Provided records ::
-- Opening Marker --

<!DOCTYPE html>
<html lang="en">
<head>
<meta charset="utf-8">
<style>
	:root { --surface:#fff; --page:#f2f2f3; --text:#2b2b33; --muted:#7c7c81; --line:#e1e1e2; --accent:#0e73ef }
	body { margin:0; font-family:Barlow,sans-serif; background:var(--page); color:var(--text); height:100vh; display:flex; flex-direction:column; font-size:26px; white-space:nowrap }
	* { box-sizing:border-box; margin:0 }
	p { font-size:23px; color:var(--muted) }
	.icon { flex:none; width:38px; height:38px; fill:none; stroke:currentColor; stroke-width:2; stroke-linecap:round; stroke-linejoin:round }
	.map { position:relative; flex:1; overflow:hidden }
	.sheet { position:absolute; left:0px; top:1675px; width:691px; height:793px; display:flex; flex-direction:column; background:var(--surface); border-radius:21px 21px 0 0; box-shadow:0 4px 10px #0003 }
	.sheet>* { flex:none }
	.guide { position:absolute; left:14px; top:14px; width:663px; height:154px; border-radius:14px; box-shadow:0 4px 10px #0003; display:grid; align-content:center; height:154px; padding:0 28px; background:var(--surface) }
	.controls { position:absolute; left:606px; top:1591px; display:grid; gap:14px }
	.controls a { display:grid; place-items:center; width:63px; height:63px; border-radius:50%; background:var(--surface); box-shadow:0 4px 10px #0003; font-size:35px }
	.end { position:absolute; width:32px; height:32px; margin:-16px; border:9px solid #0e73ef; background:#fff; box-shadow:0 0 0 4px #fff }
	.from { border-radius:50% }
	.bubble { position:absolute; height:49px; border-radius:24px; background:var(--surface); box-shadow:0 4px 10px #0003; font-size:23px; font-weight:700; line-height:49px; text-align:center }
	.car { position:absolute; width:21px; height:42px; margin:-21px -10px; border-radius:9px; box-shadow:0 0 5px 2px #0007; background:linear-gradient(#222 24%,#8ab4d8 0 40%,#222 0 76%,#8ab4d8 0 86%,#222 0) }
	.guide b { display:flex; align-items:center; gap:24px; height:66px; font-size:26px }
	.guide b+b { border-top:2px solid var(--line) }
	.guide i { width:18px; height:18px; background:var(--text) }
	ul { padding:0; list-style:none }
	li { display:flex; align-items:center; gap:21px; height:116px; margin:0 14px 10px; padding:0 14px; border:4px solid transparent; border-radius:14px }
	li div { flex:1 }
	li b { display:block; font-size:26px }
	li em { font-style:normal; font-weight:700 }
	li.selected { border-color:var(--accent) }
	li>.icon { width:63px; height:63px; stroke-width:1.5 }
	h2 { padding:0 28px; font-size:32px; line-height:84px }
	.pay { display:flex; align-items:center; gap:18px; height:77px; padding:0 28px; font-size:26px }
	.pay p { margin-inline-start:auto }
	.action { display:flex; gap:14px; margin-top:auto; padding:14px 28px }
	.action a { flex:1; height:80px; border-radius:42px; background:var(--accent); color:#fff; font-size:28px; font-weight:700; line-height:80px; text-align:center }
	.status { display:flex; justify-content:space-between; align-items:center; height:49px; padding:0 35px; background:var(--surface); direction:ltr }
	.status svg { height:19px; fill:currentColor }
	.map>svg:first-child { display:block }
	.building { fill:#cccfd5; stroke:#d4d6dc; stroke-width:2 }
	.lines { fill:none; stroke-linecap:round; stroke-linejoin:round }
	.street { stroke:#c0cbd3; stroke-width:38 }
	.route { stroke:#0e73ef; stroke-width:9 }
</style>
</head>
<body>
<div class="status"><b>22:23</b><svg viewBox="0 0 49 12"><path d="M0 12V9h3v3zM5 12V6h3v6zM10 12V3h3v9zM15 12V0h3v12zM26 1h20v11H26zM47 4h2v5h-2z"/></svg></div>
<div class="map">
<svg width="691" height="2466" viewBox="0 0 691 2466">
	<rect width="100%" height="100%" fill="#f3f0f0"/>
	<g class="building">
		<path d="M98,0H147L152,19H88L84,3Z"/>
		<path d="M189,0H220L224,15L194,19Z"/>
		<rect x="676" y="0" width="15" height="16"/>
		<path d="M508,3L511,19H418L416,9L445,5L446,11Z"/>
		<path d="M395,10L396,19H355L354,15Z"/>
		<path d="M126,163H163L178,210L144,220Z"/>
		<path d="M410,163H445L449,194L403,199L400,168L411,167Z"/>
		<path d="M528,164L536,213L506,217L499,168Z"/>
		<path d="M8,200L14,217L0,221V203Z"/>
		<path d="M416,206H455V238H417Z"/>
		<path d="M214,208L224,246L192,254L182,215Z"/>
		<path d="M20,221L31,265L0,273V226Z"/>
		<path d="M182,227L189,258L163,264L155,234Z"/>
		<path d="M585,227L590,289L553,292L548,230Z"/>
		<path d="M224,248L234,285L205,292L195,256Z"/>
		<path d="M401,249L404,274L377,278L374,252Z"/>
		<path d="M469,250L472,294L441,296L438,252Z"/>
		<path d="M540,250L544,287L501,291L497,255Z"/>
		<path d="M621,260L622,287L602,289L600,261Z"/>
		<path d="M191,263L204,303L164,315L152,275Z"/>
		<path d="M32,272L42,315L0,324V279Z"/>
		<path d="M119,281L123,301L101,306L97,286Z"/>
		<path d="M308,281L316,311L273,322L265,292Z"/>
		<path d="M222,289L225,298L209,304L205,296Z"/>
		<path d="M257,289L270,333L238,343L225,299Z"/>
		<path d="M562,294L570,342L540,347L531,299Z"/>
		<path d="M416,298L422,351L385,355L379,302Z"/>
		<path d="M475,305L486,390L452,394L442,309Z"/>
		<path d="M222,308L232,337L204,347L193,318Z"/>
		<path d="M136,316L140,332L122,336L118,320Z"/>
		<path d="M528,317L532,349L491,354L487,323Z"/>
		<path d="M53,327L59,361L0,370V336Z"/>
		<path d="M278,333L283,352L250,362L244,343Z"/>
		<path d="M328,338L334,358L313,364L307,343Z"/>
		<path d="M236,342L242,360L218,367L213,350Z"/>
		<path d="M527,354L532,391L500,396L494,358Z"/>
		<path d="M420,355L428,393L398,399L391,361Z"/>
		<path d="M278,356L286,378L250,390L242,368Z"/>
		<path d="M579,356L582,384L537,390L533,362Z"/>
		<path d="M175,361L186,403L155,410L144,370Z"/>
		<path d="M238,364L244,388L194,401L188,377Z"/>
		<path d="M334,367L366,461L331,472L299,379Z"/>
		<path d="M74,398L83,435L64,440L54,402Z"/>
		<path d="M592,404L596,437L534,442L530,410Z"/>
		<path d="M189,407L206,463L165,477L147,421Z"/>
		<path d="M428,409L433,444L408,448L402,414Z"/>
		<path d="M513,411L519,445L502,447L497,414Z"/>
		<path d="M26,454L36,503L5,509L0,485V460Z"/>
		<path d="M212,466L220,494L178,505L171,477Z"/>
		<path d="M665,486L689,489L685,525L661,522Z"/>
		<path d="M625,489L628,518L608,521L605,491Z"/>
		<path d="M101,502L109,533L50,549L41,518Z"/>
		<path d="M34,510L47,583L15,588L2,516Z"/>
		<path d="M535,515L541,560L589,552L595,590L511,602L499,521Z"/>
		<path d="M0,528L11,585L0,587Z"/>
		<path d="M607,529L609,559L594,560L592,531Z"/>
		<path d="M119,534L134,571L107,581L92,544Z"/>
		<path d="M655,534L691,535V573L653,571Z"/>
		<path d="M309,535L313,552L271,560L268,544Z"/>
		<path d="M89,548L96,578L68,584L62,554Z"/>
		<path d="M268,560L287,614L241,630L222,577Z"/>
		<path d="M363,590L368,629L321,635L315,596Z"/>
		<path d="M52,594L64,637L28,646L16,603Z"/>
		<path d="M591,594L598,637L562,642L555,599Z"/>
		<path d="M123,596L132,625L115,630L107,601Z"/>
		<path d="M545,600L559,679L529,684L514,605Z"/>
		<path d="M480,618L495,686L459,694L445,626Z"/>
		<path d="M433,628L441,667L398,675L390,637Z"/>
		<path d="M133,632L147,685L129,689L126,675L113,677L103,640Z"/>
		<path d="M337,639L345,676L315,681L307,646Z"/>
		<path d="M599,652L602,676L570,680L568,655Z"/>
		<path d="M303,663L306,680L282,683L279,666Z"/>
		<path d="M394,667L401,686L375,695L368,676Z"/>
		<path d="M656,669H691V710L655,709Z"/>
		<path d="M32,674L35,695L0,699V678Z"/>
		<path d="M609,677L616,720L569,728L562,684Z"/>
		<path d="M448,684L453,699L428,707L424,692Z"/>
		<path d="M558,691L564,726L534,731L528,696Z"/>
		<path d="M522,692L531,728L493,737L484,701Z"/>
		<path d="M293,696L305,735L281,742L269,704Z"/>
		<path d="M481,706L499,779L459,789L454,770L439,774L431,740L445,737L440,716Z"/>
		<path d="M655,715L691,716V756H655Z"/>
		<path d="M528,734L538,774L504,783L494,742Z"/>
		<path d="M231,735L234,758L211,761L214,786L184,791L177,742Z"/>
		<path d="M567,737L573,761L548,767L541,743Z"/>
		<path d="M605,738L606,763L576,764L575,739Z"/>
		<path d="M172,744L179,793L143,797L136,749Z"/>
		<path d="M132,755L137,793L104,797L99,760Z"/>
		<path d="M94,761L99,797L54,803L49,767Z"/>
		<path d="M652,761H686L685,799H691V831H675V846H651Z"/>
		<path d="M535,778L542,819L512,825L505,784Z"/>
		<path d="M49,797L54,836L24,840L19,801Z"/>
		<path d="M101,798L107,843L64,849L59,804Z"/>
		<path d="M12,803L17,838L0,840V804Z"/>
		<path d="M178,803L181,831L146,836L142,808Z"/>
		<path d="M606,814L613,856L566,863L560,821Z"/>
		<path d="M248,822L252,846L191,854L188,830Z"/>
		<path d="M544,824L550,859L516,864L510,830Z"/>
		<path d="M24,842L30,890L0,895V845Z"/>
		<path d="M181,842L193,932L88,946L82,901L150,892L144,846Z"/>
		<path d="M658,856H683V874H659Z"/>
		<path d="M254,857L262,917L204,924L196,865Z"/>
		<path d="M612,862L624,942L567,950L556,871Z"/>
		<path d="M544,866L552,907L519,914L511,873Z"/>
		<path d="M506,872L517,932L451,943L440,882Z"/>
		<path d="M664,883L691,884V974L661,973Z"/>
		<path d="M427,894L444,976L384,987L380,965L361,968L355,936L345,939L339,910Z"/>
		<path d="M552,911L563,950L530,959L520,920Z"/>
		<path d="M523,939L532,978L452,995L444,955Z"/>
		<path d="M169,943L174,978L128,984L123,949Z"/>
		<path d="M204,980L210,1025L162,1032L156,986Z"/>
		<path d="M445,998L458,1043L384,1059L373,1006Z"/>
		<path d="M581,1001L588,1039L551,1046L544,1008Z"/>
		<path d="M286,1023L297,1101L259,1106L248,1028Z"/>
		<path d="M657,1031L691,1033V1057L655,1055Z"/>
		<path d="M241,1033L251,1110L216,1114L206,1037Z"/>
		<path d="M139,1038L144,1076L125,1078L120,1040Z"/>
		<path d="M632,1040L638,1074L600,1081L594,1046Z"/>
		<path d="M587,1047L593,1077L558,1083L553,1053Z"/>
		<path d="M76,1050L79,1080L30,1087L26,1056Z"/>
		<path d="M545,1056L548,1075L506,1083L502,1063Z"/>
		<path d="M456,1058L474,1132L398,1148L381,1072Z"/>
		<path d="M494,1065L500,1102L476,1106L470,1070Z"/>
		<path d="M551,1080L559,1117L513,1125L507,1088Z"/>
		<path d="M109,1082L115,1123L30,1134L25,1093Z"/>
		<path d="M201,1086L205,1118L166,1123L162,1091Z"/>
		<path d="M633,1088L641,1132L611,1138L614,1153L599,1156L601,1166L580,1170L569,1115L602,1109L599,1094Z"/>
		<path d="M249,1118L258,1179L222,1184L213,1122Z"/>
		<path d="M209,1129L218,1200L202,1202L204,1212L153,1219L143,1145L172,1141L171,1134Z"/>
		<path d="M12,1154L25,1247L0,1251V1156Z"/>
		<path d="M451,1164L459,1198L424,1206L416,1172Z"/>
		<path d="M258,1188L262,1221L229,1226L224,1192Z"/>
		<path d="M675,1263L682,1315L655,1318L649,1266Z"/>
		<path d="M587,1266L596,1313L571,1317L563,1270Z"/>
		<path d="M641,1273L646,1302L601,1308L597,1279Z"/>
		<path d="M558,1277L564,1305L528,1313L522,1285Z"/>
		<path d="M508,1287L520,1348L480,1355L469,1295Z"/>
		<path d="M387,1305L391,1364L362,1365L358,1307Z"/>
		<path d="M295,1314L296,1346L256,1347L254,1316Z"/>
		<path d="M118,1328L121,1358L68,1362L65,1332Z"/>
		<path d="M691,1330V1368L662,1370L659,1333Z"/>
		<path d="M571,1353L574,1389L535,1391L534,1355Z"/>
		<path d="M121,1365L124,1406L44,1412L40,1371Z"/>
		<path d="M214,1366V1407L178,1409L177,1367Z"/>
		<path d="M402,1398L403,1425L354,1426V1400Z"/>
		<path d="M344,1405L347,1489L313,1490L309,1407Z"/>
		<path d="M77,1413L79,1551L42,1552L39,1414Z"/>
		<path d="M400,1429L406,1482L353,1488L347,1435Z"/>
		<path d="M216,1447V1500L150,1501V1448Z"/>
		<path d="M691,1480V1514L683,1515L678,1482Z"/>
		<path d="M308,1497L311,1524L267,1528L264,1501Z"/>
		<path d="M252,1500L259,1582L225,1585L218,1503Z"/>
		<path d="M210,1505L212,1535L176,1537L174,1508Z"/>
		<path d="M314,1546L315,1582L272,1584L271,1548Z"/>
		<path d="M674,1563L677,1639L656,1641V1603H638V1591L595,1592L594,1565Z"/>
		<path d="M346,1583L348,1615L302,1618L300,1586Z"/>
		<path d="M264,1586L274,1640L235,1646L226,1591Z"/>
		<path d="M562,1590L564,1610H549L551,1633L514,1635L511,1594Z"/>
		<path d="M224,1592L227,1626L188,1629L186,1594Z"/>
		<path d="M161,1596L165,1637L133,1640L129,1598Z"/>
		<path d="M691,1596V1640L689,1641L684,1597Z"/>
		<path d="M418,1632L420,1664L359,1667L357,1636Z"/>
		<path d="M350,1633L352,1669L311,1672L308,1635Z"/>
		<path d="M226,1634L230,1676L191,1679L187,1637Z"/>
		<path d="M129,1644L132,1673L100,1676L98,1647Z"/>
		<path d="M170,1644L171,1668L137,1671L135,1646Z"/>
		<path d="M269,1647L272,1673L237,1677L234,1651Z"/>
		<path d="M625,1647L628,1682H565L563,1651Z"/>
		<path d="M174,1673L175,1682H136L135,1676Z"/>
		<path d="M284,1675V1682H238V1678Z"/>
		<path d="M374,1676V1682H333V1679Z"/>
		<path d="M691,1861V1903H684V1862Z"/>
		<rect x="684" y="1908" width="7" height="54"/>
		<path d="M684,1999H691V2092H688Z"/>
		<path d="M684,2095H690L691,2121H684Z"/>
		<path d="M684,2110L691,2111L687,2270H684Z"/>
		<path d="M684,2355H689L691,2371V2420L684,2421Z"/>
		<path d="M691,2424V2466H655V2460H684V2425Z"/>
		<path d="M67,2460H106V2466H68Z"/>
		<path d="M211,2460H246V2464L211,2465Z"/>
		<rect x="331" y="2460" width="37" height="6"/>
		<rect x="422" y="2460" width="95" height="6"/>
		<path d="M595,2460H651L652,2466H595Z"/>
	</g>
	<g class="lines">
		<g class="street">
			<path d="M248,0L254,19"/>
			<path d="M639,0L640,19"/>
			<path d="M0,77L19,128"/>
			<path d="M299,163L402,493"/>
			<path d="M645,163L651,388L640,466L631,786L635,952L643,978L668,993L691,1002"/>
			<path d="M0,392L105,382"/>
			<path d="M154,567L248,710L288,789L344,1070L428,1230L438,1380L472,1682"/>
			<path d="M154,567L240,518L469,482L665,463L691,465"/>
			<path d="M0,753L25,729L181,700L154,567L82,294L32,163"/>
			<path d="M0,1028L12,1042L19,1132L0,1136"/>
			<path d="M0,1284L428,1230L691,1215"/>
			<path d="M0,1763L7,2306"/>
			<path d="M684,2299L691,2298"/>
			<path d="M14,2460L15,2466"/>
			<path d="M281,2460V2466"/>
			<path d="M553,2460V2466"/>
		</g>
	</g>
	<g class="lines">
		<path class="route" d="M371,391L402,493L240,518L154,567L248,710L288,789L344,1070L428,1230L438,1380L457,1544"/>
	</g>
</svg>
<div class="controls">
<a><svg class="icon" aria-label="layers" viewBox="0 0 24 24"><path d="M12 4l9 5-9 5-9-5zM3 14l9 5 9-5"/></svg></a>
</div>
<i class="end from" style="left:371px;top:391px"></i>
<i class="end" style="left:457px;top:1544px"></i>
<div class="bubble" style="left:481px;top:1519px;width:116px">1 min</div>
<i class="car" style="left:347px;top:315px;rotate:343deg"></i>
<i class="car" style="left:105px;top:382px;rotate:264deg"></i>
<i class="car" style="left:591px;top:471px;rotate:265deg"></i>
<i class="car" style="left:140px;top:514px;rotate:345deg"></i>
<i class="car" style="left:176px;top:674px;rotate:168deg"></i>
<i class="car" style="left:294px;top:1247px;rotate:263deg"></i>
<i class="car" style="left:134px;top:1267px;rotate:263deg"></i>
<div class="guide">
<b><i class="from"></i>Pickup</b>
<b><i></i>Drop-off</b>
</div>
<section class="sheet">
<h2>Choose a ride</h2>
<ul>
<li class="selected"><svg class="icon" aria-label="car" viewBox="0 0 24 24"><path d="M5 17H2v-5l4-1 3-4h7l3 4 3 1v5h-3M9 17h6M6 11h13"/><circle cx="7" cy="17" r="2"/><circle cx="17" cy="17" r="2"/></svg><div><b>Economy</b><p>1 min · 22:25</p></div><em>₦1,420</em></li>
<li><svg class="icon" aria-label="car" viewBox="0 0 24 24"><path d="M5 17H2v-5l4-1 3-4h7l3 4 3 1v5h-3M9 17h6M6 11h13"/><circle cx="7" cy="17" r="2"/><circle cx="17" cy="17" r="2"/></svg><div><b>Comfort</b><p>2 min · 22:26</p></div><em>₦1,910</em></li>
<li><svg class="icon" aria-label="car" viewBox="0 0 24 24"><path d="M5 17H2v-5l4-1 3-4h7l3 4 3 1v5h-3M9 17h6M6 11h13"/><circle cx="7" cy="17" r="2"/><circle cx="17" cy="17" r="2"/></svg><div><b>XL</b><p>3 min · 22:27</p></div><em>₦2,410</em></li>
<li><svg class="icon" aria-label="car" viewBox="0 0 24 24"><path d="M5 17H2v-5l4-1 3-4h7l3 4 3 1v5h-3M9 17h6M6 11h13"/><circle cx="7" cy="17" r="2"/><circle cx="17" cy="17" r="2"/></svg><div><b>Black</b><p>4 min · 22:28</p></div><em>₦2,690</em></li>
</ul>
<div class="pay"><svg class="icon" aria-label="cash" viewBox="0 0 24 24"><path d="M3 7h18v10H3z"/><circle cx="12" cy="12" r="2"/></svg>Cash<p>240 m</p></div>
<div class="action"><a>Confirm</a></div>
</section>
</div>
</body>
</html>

-- Closing Marker --

Task item :: Only the number is wanted: how many lines in the preceding entries hold the string "building"?

Task solution :: 2